Os cientistas crescem 3D, batendo o tecido humano do coração

Os pesquisadores no centro médico Hamburgo-Eppendorf da universidade encontraram uma maneira de crescer o tecido humano do coração que pode servir como um modelo para os vestíbulos do coração.

Jose Luis Calvo | Shutterstock

A revelação podia ajudar pesquisadores a estudar os mecanismos da doença e os tratamentos para a fibrilação atrial, o formulário o mais comum do arrythmia.

As pilhas de músculo do coração ou os cardiomyocytes, que foram derivados do ser humano induziram células estaminais pluripotent (hiPSCs), eram o tecido vindo do coração do formulário 3D que as batidas e têm a força, a expressão genética, e as respostas contrácteis da droga que são similares àquelas consideradas em vestíbulos humanos reais.
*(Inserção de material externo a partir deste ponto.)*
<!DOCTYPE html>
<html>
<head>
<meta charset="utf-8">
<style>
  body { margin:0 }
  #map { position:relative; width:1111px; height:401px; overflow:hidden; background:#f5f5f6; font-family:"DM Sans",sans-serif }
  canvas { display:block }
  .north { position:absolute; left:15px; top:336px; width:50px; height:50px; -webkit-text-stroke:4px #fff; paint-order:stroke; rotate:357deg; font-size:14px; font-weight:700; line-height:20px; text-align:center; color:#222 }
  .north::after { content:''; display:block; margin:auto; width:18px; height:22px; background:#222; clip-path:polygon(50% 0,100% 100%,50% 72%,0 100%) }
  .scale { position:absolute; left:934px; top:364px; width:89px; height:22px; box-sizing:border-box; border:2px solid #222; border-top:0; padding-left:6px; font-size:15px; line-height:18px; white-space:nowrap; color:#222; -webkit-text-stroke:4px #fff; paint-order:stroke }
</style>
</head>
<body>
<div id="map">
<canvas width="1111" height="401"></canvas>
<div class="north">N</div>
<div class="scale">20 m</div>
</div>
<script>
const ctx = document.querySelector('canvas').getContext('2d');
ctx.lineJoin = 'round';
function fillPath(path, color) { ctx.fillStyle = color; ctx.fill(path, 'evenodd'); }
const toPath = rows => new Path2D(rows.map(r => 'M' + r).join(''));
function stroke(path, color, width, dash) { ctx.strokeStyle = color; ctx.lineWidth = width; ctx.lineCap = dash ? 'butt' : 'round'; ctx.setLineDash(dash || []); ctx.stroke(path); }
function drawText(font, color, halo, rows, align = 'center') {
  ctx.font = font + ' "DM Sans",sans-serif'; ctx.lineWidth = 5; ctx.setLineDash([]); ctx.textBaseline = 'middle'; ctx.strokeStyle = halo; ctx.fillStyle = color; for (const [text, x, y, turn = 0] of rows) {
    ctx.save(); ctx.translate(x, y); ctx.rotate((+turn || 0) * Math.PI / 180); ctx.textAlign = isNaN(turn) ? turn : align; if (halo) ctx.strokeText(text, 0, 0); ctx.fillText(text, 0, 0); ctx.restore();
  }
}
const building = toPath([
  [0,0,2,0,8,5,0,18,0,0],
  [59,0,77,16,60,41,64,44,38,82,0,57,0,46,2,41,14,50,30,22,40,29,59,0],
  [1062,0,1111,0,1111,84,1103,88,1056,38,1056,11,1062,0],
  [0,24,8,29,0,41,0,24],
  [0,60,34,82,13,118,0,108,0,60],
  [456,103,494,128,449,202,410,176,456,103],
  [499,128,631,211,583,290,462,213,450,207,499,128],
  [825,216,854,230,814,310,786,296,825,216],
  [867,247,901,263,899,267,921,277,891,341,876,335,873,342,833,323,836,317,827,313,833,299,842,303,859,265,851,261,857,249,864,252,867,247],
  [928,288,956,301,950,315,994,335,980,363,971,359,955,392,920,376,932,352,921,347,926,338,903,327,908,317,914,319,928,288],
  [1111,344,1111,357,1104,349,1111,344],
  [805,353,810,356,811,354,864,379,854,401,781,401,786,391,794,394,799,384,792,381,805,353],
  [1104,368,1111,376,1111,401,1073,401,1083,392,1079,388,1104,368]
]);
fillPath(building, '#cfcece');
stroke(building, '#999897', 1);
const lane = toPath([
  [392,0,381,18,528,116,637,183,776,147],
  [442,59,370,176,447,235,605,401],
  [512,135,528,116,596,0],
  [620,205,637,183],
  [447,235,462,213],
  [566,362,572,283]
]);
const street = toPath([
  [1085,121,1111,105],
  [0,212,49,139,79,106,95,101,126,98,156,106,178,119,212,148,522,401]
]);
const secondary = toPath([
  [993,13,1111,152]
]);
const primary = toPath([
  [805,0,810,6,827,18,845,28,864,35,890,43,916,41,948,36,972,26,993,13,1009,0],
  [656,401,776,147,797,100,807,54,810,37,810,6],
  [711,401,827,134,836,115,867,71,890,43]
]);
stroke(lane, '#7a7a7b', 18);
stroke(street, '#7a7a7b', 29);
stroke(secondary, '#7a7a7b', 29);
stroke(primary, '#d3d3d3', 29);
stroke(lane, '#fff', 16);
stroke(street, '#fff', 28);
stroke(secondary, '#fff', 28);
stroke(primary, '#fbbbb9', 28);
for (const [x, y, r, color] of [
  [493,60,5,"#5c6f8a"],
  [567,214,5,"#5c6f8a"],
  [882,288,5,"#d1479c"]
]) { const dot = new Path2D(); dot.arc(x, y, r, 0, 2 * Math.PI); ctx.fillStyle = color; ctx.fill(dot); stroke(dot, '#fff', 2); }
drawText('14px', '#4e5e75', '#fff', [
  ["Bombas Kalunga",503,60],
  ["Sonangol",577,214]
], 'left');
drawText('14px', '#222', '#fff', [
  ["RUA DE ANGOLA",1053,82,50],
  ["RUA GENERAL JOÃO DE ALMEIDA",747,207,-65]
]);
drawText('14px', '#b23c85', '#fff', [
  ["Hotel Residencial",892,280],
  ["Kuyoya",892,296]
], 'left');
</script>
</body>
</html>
Isto é a primeira vez que o tecido atrial humano do coração estêve gerado in vitro de uma fonte principalmente ilimitada de hiPSCs,”
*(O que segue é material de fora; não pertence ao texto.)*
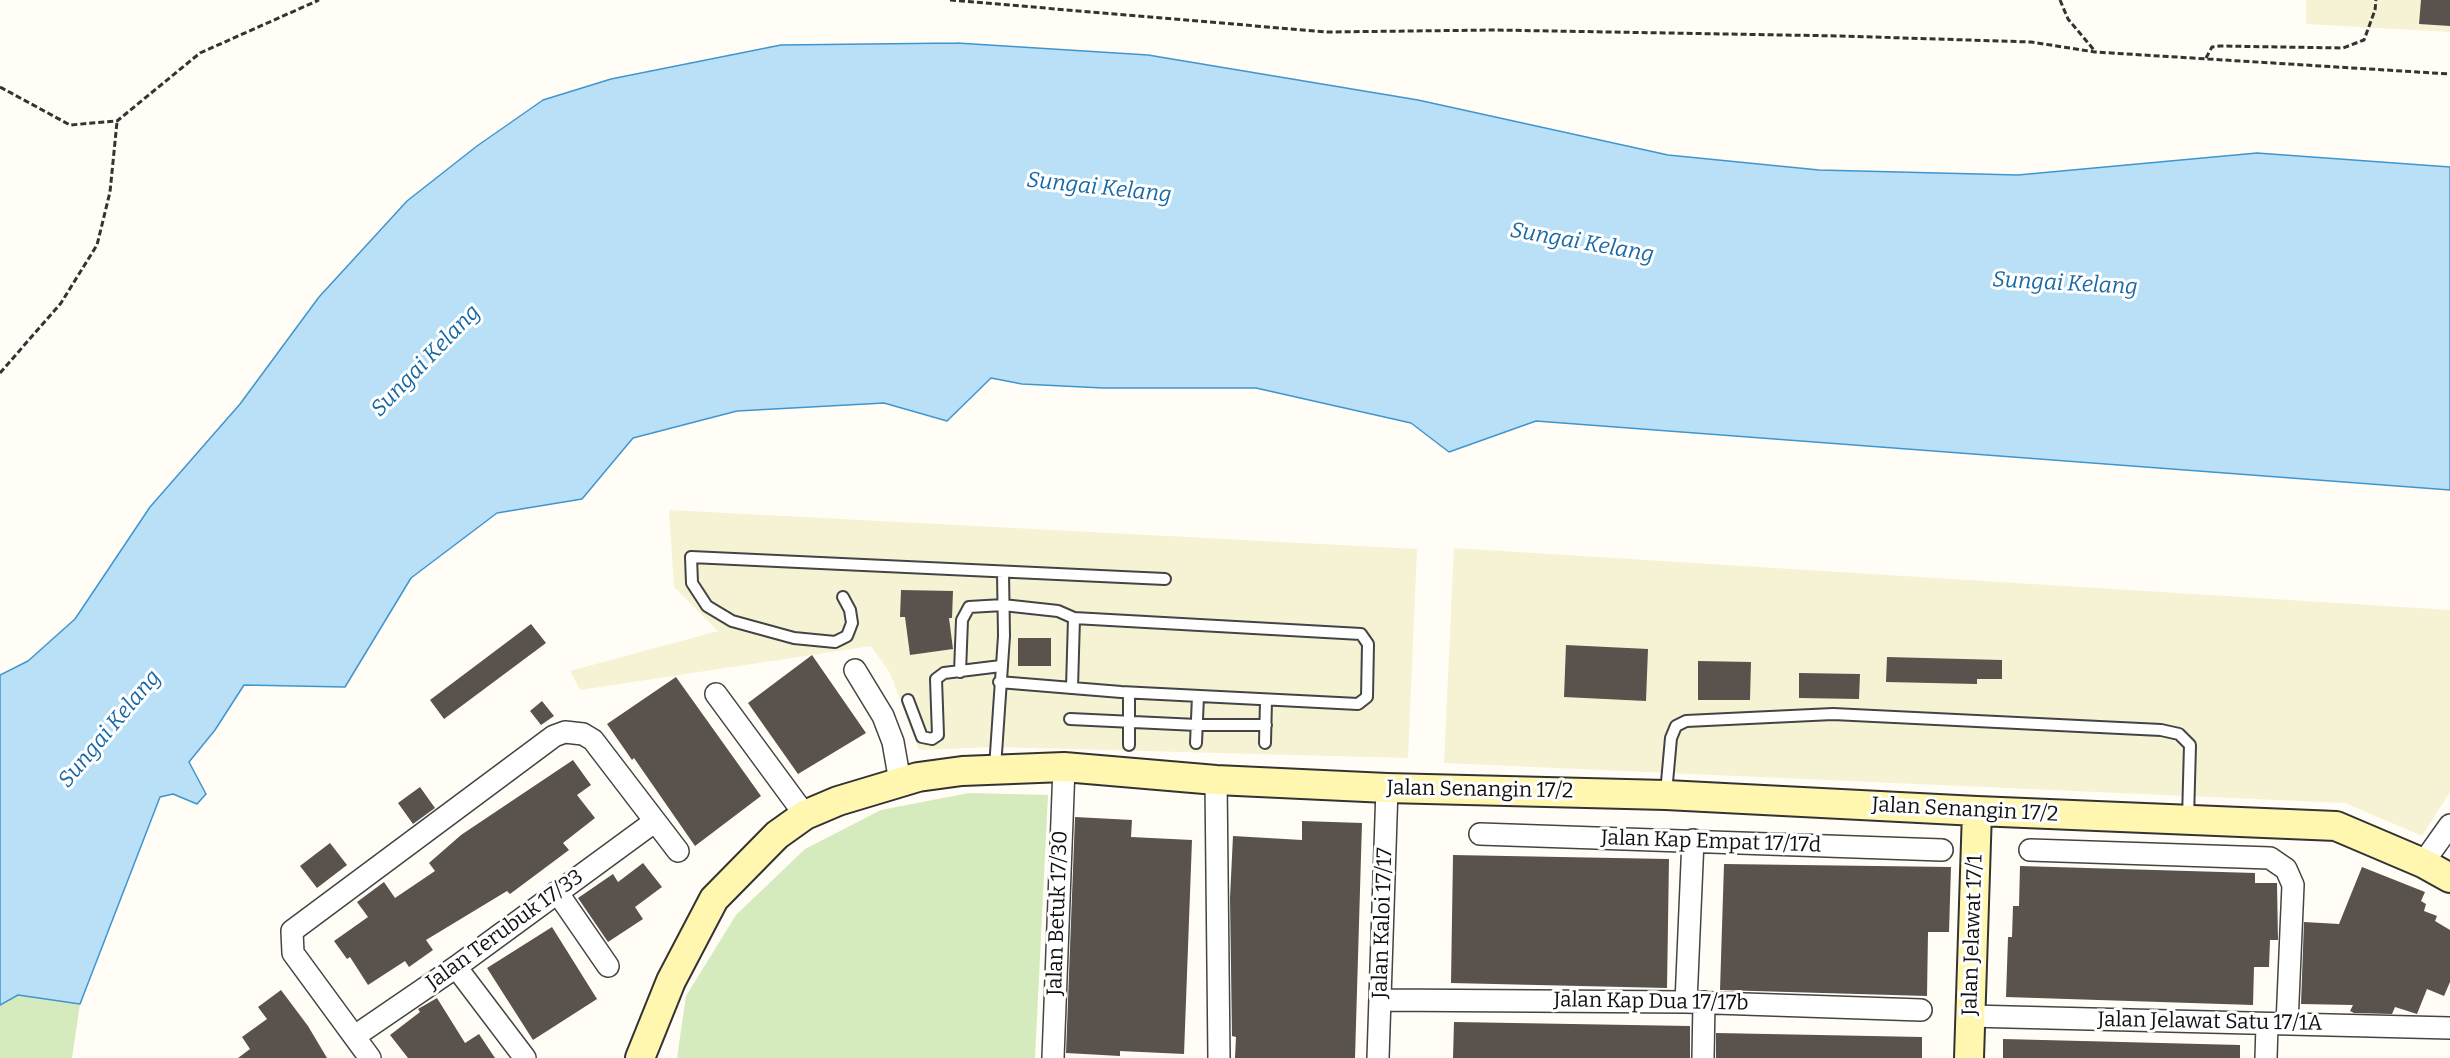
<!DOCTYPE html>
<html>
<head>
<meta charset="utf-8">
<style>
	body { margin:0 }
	canvas { display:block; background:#fffdf5 }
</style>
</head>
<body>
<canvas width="2450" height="1058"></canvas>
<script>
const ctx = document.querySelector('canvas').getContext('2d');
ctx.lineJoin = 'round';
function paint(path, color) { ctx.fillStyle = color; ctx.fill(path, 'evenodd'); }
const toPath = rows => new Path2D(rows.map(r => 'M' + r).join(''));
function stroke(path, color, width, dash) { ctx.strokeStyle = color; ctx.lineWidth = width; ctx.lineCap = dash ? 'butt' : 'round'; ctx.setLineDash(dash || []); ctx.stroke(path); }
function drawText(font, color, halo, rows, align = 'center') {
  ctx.font = font + ' Bitter,serif'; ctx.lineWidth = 6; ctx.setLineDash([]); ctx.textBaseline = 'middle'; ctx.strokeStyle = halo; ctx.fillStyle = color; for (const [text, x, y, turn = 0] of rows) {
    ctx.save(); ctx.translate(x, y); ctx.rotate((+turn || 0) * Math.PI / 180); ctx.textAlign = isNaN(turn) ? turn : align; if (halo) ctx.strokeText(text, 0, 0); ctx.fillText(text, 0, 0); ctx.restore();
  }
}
paint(toPath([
	[2306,0,2450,0,2450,32,2306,24],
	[669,510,1417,549,1408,758,994,747,919,750,890,673,871,646,580,690,570,671,718,631,674,587],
	[1454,548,2450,610,2450,792,2422,836,2345,803,1444,763]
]), '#f6f3d4');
paint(toPath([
	[969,793,1048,795,1035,1058,677,1058,686,996,736,915,805,849,881,810],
	[18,995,80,1004,72,1058,0,1058,0,1005]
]), '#d5ebbd');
const water = toPath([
	[957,43,1148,55,1418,100,1668,155,1819,170,2018,175,2257,153,2450,167,2450,490,1536,421,1449,452,1411,423,1256,388,1103,388,1022,384,991,378,947,421,884,403,737,411,633,438,582,499,497,513,411,578,345,687,244,685,215,730,189,762,206,794,197,804,173,794,160,797,80,1004,18,995,0,1005,0,675,28,661,75,619,150,507,240,404,319,297,407,201,477,146,543,100,611,79,781,45,957,43]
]);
paint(water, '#b9e0f7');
stroke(water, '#3f96cf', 1.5);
paint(toPath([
	[2421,0,2450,0,2450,26,2419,24],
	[901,590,953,591,952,618,949,618,953,649,910,655,905,617,900,617],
	[531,624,546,643,444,719,430,700],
	[1018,638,1051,638,1051,666,1018,666],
	[1566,645,1648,649,1646,701,1564,697],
	[812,655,866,733,798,774,748,703],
	[1887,657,2002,660,2002,679,1977,679,1977,684,1886,682],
	[1698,661,1751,662,1750,700,1698,700],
	[1799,673,1860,674,1859,699,1799,698],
	[676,677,761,796,695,846,634,758,632,760,607,724],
	[542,701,554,716,541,725,530,711],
	[573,760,591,785,577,795,595,818,563,843,569,850,510,894,507,891,426,940,433,950,409,967,405,961,368,985,350,957,347,959,334,941,368,917,357,902,384,882,395,898,435,871,429,863,461,835],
	[420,787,435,808,413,824,398,803],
	[1075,817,1132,820,1131,837,1192,840,1184,1054,1120,1051,1120,1056,1066,1053],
	[1302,821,1362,823,1355,1058,1235,1058,1236,1037,1232,1036,1230,898,1233,836,1302,840],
	[330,843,347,865,317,888,300,866],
	[1453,855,1669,859,1667,988,1451,983],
	[643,863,662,887,635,907,643,919,608,942,578,898,613,874,618,882],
	[1724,864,1951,867,1949,932,1928,932,1927,996,1720,990],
	[2020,866,2255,873,2255,883,2277,883,2278,940,2270,940,2269,967,2254,967,2253,1005,2006,997,2008,937,2012,937,2013,906,2019,906],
	[2362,867,2425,892,2421,901,2426,904,2424,911,2437,916,2435,921,2450,930,2450,982,2444,996,2427,989,2417,1014,2395,1007,2392,1014,2354,1013,2350,1011,2353,1005,2301,1004,2304,922,2339,924],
	[552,927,597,999,533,1040,487,968],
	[281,990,308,1026,327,1058,238,1058,250,1049,242,1037,267,1019,258,1007],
	[437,998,465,1043,479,1034,495,1058,408,1058,390,1035,420,1012,418,1009],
	[1454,1022,1690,1026,1690,1058,1453,1058],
	[1716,1033,1922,1037,1922,1058,1716,1058],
	[2003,1039,2240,1045,2240,1058,2003,1058]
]), '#5a524d');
const lane = toPath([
	[843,597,850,610,852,623,847,636,835,642,794,638,732,621,707,606,692,583,691,557,1165,579],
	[960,672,962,620,969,607,1003,605,1058,611,1074,618,1072,688],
	[999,682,1121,692,1358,704,1367,697,1368,644,1361,634,1074,618],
	[1129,693,1129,745],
	[908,700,922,737,932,739,938,735,936,679,944,673,1001,666],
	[1070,719,1197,725,1266,725],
	[1196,743,1198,696],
	[1265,743,1266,700],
	[995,768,1004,636,1003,573],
	[1666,793,1671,738,1676,726,1686,721,1833,714,2161,730,2179,734,2190,745,2188,819]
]);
const street = toPath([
	[855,670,883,716,893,742,900,782],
	[716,694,805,815],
	[1216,780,1219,1058],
	[1480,834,1942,850],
	[2030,850,2270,858,2286,869,2293,885,2287,1024],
	[2423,863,2450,825],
	[557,892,608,966],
	[456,967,525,1058],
	[1380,1000,1686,1002,1921,1010],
	[1686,1002,1693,840],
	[1970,1016,2450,1028],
	[355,1036,456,967,654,822],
	[370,1058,293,953,292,931,554,736,565,732,583,734,593,740,678,851],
	[1053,1058,1064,767],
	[1378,1058,1387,788],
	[1703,1058,1704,1002],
	[2266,1058,2267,1025]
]);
const secondary = toPath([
	[640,1058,671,981,714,899,777,835,805,815,838,801,918,777,962,771,1064,767,1216,780,1387,788,1666,795,1977,811,2336,826,2423,863,2450,878],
	[1969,1058,1977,811]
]);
stroke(lane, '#444', 14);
stroke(street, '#444', 24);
stroke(secondary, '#333', 32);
stroke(toPath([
	[950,0,1327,32,1494,30,1841,36,2031,42,2095,52,2450,74],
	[2060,0,2068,19,2094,50],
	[2206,58,2212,47,2220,46,2343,48,2364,40,2375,10,2376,0],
	[0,87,70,125,117,121,200,53,319,0],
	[0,373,61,303,97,245,110,192,117,122]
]), '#333', 3, [6, 3]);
stroke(lane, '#fff', 10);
stroke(street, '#fff', 21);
stroke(secondary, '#fff6b0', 28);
drawText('21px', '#111', '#fff', [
	["Jalan Senangin 17/2",1480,790,1],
	["Jalan Senangin 17/2",1965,810,3],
	["Jalan Kap Empat 17/17d",1711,842,2],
	["Jalan Betuk 17/30",1058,913,-88],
	["Jalan Kaloi 17/17",1383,923,-88],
	["Jalan Terubuk 17/33",505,930,-36],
	["Jalan Jelawat 17/1",1973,935,-88],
	["Jalan Kap Dua 17/17b",1651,1002,1],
	["Jalan Jelawat Satu 17/1A",2210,1022,1]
]);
drawText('italic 22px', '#1768a6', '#fff', [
	["Sungai Kelang",1099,188,6],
	["Sungai Kelang",1582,243,10],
	["Sungai Kelang",2065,284,3],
	["Sungai Kelang",426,361,-46],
	["Sungai Kelang",110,729,-50]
]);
</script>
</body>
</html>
Marta Lemme, primeiro autor

Lemme e a equipe dizem que o tecido do coração poderia ser útil para estudos mecanicistas da fibrilação atrial e para a selecção pré-clínica de agentes farmacológicos: “Para testar drogas novas potenciais, nós precisamos de gerar um modelo in vitro da fibrilação atrial. E a primeira etapa naquela é obter as pilhas que se assemelham a cardiomyocytes atrial humanos.”

Para gerar atrial-como cardiomyocytes dos hiPSCs, a equipe usou um metabolito da vitamina A chamado o ácido todo-transporte retinoic. O sangue ou as células epiteliais fornecedoras reprogrammed genetically em um imaturo haste-pilha-como o estado e foram tratados então com o ácido retinoic, que o converteu nos cardiomyocytes.

Esta técnica tem sido desenvolvida recentemente por outros pesquisadores, mas a novidade deste estudo é a conversão em cardiomyocytes em um ambiente 3D, diz Lemme: “De facto, nós mostramos que o ambiente 3D favorece a diferenciação para um fenótipo atrial comparado cultura do padrão à 2D. Um valor particular de nosso estudo é a comparação directa de nosso tecido projetado 3D do coração com o tecido atrial humano nativo obtido dos pacientes em um nível molecular e funcional.”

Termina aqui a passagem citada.